Today we began the process of making plans for the next month. We have spoken with Ellie's doctor and have been carefully weighing the options in front of us, and have decided to take Ethan and Ellie out to Montana for about a month once radiation ends. As of the latest tests (before the "light" chemo) Ellie was not yet completely free from Neuroblastoma. Because of that, she will still need surgery and more treatment. It has been over nine months now of treatments for Ellie (with some serious bumps along the way) and we believe that her body needs to rest. Given how hard the last cycle of chemo hit Ellie, and how low her weight is, we feel that she needs some time without treatment... just to eat and get stronger. A huge bonus will be spending some quality time with Ethan. Another wonderful piece of the puzzle will be finally seeing Loretta in person. She has dedicated nearly every waking moment of the past 9 plus months helping us from afar. We cannot wait to see her face to face!

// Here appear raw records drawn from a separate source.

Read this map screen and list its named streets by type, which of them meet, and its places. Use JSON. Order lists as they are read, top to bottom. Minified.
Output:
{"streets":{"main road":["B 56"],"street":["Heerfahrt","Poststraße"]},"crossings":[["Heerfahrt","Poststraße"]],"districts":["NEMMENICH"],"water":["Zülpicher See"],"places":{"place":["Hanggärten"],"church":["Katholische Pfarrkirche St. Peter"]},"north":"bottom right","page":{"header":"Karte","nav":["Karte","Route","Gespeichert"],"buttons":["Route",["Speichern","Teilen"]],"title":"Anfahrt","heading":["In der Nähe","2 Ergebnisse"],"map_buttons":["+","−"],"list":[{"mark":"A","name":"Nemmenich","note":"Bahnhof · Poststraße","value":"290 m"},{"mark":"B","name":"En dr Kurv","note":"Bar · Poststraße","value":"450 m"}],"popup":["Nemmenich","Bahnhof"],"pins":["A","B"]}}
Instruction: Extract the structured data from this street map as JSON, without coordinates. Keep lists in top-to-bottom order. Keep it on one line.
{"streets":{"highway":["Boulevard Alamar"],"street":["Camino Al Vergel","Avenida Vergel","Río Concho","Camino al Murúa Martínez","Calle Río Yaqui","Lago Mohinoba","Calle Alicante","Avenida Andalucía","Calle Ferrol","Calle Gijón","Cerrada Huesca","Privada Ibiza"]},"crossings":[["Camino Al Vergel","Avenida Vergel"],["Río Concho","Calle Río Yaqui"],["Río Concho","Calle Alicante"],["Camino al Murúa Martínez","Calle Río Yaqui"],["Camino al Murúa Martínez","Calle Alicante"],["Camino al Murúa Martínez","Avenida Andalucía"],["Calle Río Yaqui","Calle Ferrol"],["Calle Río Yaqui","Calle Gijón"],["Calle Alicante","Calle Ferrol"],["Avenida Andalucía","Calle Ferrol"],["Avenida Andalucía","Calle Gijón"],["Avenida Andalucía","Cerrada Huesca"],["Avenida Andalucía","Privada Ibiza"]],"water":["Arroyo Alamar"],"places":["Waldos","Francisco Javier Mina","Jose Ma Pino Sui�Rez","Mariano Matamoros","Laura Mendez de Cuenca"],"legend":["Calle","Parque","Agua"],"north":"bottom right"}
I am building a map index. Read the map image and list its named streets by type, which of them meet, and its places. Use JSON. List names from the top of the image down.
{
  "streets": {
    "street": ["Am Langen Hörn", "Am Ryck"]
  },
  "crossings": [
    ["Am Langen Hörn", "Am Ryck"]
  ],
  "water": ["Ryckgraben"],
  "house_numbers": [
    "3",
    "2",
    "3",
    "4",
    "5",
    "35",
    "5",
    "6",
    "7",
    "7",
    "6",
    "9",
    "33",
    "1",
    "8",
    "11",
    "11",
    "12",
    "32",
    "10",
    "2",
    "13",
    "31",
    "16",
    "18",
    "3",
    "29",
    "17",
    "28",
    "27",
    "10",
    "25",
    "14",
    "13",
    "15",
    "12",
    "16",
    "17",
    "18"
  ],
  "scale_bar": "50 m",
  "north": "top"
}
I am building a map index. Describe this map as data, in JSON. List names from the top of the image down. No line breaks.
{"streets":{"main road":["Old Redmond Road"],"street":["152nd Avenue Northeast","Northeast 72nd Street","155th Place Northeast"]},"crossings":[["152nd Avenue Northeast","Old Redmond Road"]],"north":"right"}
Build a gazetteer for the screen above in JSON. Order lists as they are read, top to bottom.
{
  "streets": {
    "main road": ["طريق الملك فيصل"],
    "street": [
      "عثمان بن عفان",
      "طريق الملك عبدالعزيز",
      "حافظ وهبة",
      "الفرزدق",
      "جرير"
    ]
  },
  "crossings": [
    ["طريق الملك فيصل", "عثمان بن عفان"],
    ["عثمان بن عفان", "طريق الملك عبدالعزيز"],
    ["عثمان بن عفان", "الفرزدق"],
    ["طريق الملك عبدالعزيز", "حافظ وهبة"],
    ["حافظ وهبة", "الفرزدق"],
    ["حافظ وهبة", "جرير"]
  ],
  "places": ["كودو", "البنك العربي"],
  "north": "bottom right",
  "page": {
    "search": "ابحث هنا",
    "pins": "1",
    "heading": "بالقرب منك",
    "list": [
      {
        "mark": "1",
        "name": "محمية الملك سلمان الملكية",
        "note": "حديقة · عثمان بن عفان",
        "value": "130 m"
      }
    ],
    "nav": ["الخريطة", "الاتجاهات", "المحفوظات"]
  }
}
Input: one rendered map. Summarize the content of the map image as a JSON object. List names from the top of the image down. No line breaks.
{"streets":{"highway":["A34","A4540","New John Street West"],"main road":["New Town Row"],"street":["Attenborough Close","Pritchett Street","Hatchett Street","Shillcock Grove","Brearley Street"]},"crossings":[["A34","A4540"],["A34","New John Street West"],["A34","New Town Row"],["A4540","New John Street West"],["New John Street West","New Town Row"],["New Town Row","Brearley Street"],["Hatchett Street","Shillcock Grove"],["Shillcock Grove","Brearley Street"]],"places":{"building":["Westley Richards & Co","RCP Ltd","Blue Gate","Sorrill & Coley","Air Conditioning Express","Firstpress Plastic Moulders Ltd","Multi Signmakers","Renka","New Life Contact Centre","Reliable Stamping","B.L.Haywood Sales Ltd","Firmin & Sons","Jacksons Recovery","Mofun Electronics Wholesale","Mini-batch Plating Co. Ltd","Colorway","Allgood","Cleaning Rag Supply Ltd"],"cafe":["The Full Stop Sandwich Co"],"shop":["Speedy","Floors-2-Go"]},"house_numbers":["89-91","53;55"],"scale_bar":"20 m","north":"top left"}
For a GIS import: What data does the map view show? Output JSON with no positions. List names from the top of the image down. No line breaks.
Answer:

I guess I'm dropping this news on you kind of suddenly, but truth be told we have been thinking about this for a while now. It has been complicated - there have been so many variables - so we have been thinking and waiting and praying... And now we just know... the time is now. For Neuroblastoma patients the focus is always getting their bodies free from this tricky and often treatment-resistent cancer, but a lesser known - but often just as difficult - struggle is getting the patients through the sledgehammer style treatments alive. Add to that Ellie's sensitivities and propensity to develop all of the rare side effects... well, you get the idea.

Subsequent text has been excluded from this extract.